Some payer representatives showed some interest in the solid data the practice presented—data that demonstrated the patterns of errors, unwarranted claim rejections, and contractual violations. But it was clear that nothing was going to change. Of course, there is great financial incentive to allow errors to continue: correcting the problems would hurt the payer’s cash flow.

The payer resisted all efforts to improve the situation. It refused to consider contract revisions proposed by the practice, and the medical practice felt it simply couldn’t afford to walk away from this major payer group representing a large part of its patient base.

After being rebuffed repeatedly, the practice reached out to the state’s Department of Insurance (DOI) and to the state medical society to increase the leverage needed to get the payer’s attention. The medical society brought some legal horsepower to the equation in the form of an attorney well experienced in payer issues.

Better-performing practices don’t simply roll over for the “big guys.”

The DOI was willing to get involved because the practice could clearly demonstrate that:

  • Payers were not meeting terms in their own contracts.

  • Payers were systematically rejecting claims inappropriately.

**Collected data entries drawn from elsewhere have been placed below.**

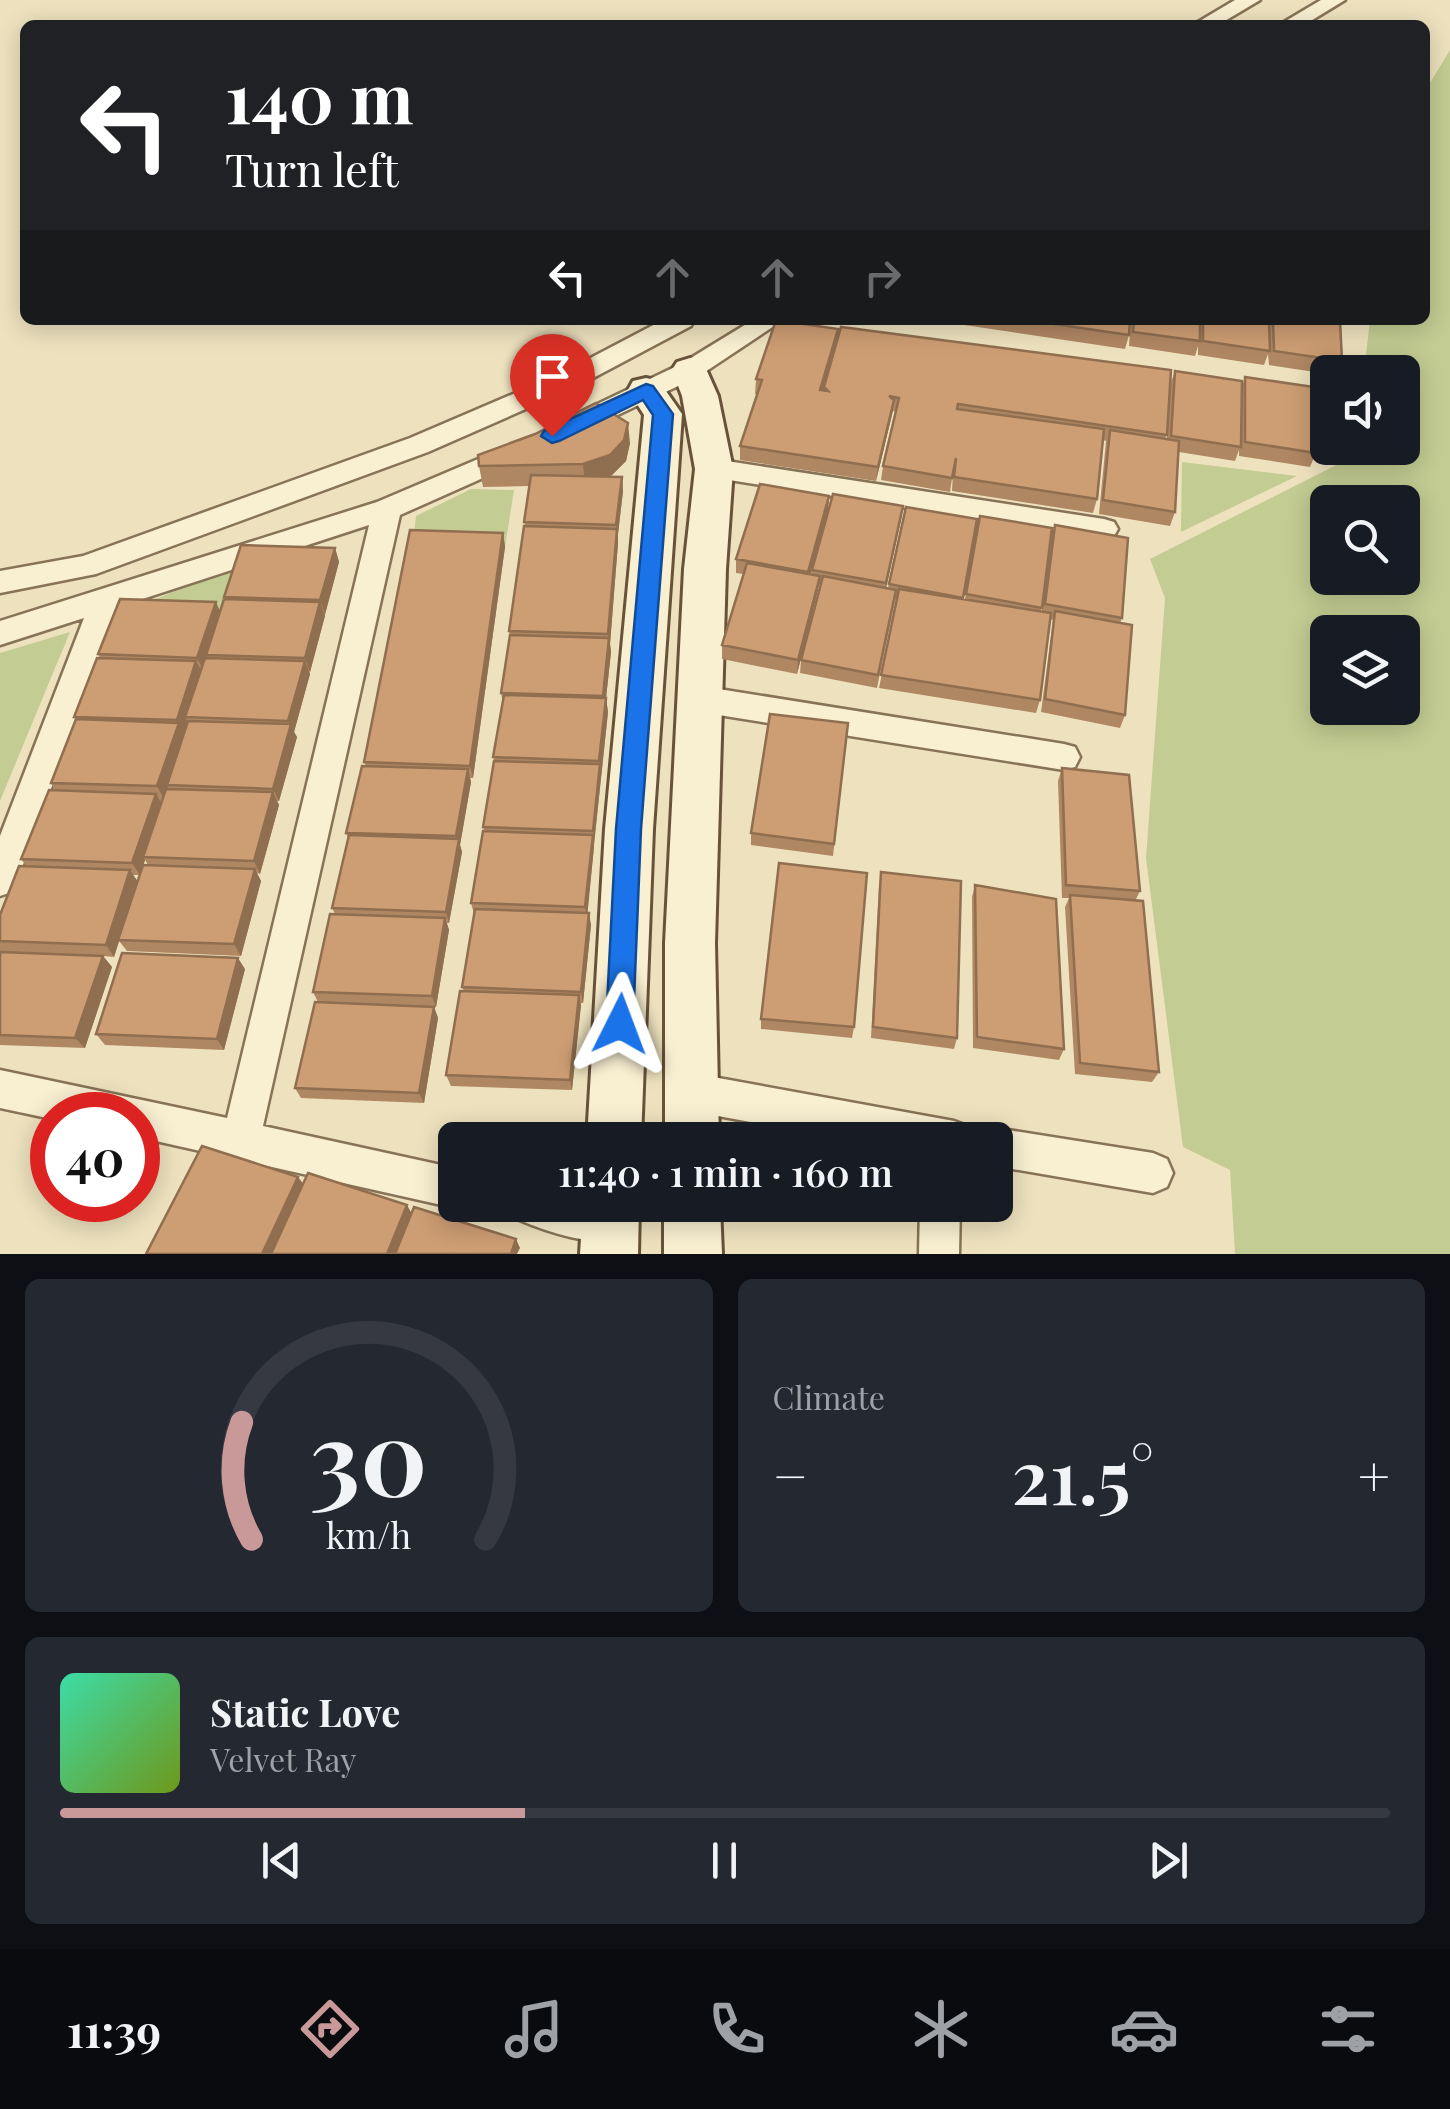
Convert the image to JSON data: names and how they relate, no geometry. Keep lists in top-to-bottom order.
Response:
{
  "page": {
    "turn": ["140 m", "Turn left"],
    "limit": "40",
    "trip": "11:40 · 1 min · 160 m",
    "tile": "Climate",
    "heat": ["−", "21.5°", "+"],
    "song": ["Static Love", "Velvet Ray"],
    "tabs": "11:39",
    "gauge": ["30", "km/h"]
  }
}
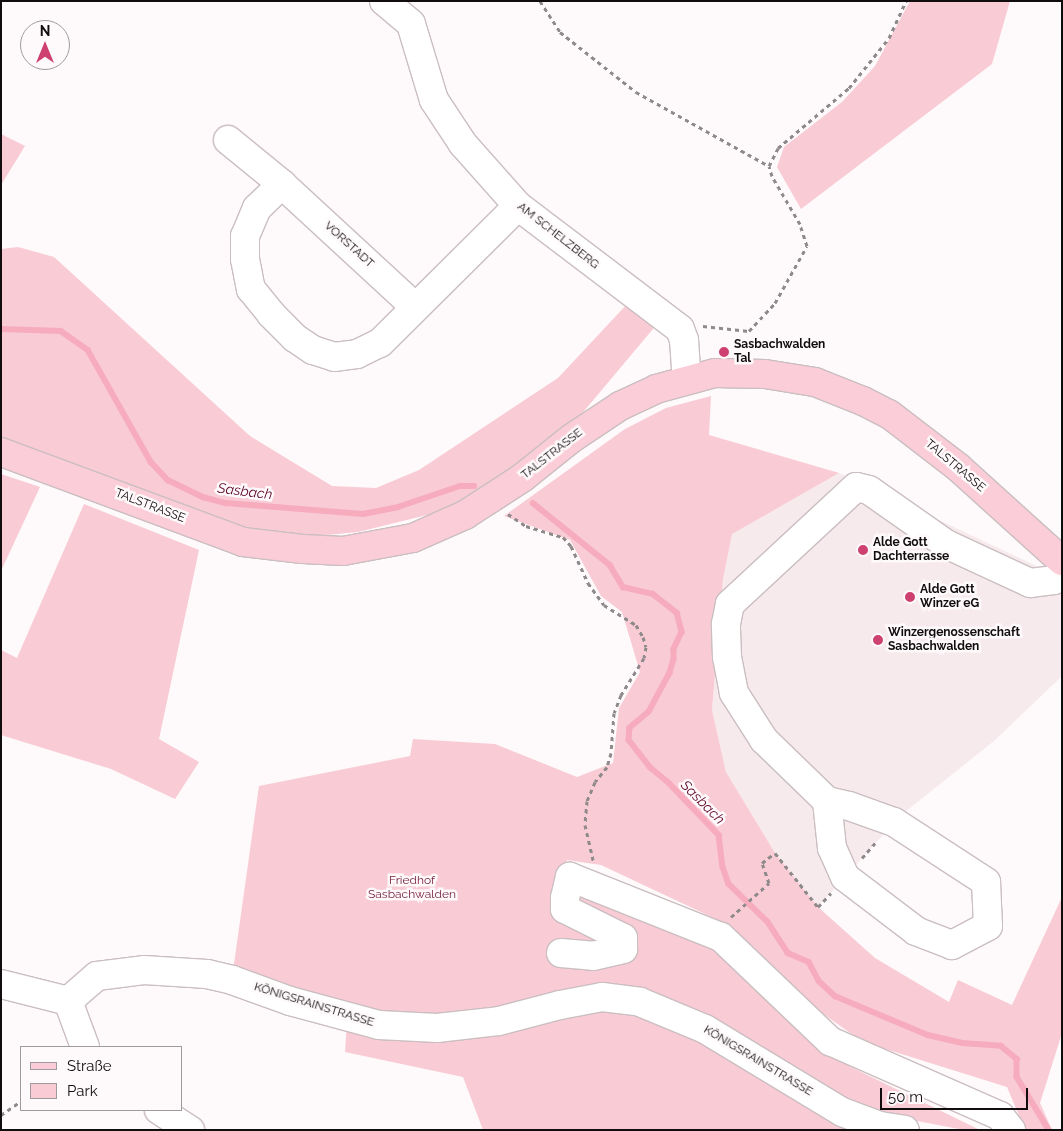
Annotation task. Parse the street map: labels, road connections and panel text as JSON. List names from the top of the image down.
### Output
{
  "streets": {
    "main road": ["TALSTRASSE"],
    "street": ["AM SCHELZBERG", "VORSTADT", "KÖNIGSRAINSTRASSE"]
  },
  "water": ["Sasbach"],
  "parks": ["Friedhof Sasbachwalden"],
  "places": [
    "Sasbachwalden Tal",
    "Alde Gott Dachterrasse",
    "Alde Gott Winzer eG",
    "Winzergenossenschaft Sasbachwalden"
  ],
  "legend": ["Straße", "Park"],
  "scale_bar": "50 m",
  "north": "top"
}
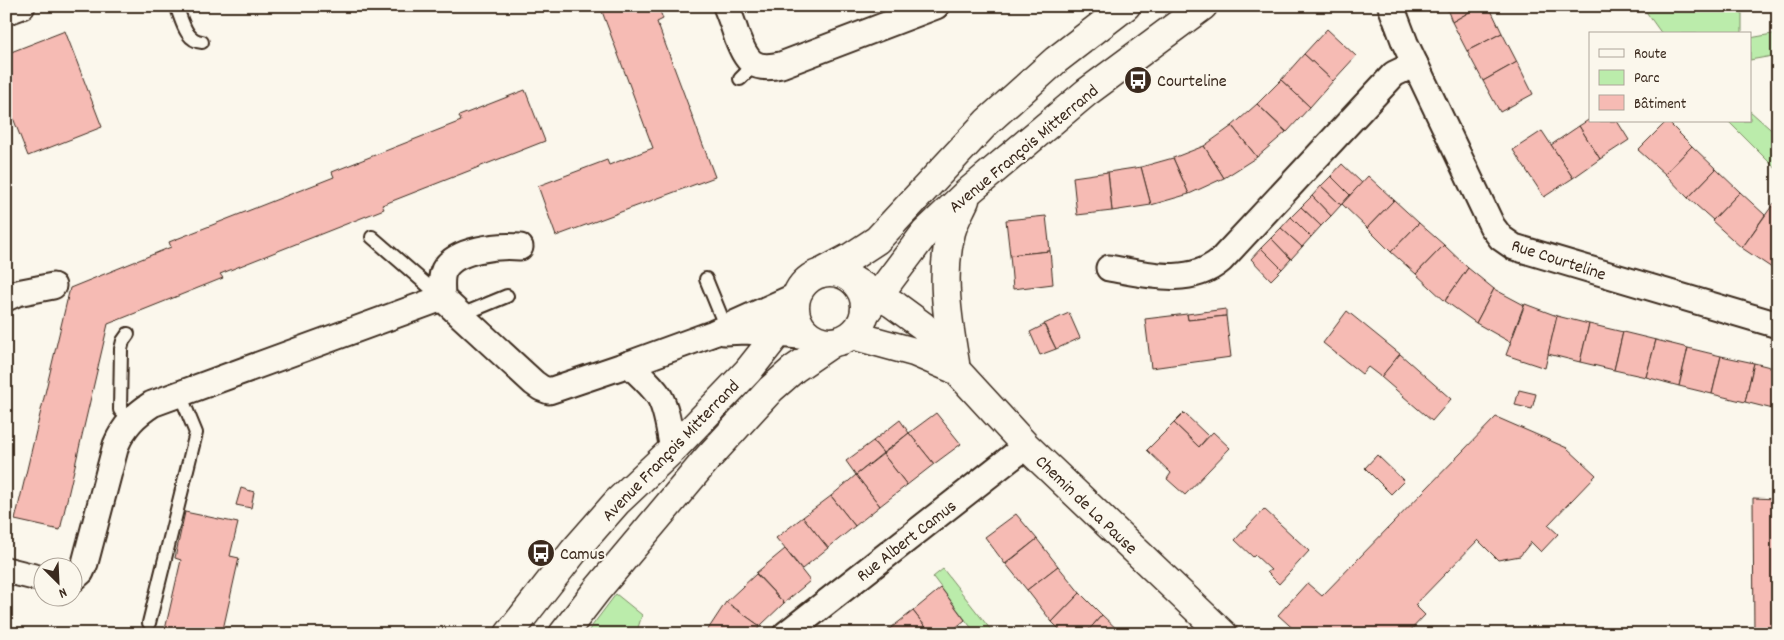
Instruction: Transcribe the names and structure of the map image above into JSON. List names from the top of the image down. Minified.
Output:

  • Payers ignored the provider’s communications and data demonstrating the issues in question.

In the end, the medical practice spent tens of thousands of dollars building and arguing its case, but the results were spectacular. Along with a six-figure settlement, the practice won a whole new level of performance by the payer. Average days in A/R dropped from 182 to 41 inside a year’s time. The outstanding 120-day A/R was reduced by 92%.

Better-performing practices don’t simply roll over for the “big guys” who throw their weight around. They have a clear command of their own practice data and have the diligence and drive to stand up and say “Enough!”

Reference

  1. Waress B. Strength in numbers: MGMA member turns the tide in payer-provider struggle. MGMA Connection. August 2014:34.